** WHAT TO PRODUCE **
The word "align" marks the lines to keep; find each one in the data and copy it.

** RECORDS FOR THE TASK **
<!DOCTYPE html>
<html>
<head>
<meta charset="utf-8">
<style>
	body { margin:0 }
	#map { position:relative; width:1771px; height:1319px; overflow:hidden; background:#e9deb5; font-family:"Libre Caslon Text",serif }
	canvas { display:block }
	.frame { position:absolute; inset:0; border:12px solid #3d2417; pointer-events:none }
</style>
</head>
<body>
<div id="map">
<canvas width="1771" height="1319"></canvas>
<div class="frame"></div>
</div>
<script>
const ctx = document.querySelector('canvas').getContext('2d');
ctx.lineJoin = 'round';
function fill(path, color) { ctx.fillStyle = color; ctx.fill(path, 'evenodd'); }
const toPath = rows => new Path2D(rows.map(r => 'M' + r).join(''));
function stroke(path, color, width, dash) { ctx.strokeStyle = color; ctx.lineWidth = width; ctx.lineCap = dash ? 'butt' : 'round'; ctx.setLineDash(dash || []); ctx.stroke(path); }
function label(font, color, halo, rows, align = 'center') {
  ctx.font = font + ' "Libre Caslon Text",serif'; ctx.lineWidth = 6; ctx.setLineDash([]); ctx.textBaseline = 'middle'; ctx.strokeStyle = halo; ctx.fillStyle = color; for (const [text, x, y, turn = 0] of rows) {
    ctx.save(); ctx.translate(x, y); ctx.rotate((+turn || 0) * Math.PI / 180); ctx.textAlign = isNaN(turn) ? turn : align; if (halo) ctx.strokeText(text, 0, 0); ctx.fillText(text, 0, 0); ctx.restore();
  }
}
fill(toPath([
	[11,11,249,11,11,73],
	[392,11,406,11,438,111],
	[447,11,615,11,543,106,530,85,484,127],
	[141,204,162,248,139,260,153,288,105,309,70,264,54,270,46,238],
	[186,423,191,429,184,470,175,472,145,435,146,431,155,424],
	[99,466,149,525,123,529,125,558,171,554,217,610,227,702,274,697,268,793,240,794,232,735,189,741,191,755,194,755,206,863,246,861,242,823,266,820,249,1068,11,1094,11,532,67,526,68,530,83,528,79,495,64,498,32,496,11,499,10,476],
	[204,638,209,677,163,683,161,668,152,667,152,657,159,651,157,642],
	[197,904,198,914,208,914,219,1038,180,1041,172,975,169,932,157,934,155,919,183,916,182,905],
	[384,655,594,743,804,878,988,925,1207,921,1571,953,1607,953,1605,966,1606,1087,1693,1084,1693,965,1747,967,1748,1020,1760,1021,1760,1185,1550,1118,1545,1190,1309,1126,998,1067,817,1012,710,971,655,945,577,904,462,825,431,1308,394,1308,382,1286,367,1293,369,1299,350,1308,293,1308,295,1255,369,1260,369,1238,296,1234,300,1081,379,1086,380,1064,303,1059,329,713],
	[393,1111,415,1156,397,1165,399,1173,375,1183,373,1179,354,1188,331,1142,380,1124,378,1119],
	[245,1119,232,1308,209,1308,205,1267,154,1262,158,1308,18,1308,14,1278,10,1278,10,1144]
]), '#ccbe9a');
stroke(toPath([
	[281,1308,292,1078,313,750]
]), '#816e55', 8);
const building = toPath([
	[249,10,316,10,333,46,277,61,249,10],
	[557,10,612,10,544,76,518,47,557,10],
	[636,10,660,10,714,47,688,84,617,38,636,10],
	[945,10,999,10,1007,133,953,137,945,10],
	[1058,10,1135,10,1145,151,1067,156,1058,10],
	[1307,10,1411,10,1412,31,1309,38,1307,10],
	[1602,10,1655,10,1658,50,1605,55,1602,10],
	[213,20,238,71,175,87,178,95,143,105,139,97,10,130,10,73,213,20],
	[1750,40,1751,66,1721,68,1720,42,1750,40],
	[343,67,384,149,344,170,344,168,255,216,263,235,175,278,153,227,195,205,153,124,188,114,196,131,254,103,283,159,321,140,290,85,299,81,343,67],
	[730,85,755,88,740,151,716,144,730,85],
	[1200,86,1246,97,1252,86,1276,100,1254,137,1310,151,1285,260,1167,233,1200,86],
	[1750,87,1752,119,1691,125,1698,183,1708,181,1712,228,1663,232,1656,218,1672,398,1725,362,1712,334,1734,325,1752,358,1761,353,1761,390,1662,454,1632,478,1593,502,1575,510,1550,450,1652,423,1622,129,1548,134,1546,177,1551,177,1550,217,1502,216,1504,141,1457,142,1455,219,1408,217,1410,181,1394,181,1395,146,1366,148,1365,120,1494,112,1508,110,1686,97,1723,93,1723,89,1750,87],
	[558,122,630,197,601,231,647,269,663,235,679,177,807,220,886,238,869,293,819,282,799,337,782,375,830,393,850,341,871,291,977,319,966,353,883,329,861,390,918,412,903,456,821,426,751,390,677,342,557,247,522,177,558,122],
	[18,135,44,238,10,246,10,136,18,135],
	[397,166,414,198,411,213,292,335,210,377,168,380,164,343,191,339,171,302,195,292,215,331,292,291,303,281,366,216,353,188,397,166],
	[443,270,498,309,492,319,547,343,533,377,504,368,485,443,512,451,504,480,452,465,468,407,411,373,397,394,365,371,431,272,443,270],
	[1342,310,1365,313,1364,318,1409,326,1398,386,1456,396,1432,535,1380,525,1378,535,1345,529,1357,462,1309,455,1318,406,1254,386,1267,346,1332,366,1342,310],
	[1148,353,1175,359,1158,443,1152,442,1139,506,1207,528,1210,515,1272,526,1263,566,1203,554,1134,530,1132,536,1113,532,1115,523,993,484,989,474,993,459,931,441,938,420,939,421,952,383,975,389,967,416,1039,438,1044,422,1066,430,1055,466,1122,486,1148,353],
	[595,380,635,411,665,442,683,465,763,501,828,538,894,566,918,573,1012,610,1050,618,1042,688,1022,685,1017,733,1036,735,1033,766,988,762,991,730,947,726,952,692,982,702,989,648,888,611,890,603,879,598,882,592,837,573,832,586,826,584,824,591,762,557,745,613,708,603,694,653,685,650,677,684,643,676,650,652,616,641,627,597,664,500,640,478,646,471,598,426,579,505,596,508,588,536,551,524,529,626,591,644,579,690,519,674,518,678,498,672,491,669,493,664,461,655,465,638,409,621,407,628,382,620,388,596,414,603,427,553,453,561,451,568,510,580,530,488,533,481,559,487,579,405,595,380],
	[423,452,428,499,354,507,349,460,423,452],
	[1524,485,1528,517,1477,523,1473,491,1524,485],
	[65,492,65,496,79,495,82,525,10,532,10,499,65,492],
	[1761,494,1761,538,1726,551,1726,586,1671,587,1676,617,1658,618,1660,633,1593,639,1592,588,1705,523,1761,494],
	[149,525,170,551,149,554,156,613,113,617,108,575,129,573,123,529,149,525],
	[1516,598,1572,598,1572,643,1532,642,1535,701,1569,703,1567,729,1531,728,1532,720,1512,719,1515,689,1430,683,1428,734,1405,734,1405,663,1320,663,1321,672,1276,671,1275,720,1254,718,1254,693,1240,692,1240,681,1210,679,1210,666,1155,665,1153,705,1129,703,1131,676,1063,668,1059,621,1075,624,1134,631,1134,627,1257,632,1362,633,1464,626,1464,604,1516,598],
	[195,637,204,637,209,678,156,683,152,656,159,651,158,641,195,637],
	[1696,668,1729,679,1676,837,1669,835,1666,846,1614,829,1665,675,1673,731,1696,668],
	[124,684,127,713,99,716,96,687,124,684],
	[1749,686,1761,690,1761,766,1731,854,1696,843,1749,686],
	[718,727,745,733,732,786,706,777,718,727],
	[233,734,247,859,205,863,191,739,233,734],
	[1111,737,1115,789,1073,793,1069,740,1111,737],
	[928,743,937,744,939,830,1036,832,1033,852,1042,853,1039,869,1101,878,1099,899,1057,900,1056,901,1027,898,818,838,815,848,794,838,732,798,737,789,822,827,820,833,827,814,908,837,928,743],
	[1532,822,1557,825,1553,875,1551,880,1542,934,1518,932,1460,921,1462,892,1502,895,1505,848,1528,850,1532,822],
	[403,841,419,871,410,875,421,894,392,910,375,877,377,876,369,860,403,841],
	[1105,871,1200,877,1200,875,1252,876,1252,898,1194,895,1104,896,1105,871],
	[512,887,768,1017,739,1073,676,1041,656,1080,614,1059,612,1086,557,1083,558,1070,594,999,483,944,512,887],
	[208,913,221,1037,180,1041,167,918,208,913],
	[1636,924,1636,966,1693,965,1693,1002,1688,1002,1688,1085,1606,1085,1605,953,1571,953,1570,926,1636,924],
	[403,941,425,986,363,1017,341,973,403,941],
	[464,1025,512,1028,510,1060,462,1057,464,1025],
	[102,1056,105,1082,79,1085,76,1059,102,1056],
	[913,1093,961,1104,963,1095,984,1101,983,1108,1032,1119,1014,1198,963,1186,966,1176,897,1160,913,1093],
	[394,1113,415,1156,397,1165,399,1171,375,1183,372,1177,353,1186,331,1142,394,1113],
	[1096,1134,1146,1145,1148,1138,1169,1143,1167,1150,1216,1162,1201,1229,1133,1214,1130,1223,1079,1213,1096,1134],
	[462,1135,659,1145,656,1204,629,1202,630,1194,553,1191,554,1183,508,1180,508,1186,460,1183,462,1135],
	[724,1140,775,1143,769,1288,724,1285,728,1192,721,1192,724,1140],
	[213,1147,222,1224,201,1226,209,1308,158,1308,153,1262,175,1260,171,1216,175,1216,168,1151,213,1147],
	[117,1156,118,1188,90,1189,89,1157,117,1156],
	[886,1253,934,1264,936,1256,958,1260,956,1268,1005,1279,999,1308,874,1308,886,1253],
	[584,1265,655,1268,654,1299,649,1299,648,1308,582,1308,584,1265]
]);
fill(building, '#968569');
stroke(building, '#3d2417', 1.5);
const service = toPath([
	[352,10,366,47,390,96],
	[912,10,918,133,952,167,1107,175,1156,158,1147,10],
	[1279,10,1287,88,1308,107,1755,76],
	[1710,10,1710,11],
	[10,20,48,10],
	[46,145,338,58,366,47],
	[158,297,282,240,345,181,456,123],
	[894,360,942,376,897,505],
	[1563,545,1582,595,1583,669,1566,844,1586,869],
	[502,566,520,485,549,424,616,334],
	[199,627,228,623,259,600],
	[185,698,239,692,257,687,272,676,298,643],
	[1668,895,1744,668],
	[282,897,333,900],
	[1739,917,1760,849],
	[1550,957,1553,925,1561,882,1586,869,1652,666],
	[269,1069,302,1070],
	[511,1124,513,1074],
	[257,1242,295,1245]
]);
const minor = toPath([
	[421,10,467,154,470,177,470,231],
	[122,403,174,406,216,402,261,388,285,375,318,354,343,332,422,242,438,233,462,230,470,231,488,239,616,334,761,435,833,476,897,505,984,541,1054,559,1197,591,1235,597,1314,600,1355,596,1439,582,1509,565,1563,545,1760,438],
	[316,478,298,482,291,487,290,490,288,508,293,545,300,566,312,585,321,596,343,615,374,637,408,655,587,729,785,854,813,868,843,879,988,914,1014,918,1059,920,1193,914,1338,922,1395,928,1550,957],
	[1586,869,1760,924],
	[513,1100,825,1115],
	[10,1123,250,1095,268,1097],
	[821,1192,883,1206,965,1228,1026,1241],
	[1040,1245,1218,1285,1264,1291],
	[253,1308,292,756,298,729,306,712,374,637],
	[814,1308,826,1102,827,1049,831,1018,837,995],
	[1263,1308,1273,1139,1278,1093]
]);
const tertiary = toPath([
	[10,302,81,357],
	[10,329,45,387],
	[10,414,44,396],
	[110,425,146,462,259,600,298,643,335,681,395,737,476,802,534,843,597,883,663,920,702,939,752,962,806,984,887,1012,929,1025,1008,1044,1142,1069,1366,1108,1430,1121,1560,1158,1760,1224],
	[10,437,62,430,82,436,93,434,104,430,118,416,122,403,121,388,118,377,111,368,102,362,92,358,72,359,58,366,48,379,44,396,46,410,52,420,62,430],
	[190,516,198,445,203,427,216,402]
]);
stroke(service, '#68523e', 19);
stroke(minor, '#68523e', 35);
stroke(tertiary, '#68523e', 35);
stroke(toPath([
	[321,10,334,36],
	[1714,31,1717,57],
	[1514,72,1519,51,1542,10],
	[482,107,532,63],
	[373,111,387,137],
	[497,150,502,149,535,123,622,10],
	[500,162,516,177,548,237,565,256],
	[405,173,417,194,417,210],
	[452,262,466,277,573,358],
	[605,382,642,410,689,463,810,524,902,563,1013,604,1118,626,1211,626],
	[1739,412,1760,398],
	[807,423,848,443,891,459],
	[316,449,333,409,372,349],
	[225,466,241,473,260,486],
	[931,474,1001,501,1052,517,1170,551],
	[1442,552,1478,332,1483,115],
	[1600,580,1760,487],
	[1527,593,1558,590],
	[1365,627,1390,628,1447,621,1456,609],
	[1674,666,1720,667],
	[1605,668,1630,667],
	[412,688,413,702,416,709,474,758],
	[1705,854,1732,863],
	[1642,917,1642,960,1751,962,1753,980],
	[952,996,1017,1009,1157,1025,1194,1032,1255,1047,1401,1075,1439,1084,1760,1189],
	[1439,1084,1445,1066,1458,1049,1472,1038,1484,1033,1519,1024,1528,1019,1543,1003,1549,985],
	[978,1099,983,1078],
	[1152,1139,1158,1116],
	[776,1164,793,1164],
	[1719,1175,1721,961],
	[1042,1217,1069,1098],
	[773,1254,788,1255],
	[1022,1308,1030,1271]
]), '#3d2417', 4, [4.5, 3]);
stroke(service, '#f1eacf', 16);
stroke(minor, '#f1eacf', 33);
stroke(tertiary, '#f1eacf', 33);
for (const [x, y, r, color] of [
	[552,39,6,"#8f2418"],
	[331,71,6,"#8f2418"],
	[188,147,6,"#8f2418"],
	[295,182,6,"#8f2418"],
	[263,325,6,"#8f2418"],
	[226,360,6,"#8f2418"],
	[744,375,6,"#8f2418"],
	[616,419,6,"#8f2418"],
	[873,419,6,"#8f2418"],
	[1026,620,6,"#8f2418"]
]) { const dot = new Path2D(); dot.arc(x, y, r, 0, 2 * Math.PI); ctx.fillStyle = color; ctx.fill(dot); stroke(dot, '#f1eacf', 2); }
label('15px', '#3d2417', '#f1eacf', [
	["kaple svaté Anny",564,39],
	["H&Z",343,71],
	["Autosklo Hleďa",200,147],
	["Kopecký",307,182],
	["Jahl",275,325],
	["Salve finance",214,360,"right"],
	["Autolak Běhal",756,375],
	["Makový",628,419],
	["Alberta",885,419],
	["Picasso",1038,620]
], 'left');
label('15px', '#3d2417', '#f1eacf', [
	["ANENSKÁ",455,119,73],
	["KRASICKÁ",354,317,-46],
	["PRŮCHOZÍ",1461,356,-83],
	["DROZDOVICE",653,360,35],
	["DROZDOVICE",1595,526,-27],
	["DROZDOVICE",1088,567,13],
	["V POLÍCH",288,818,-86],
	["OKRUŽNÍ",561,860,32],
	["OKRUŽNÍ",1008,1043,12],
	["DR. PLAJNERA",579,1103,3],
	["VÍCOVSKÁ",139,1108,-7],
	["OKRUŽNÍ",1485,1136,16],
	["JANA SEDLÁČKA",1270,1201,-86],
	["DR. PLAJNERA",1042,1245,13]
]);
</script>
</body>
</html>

** EXERCISE OUTPUT **
function label(font, color, halo, rows, align = 'center') {
    ctx.save(); ctx.translate(x, y); ctx.rotate((+turn || 0) * Math.PI / 180); ctx.textAlign = isNaN(turn) ? turn : align; if (halo) ctx.strokeText(text, 0, 0); ctx.fillText(text, 0, 0); ctx.restore();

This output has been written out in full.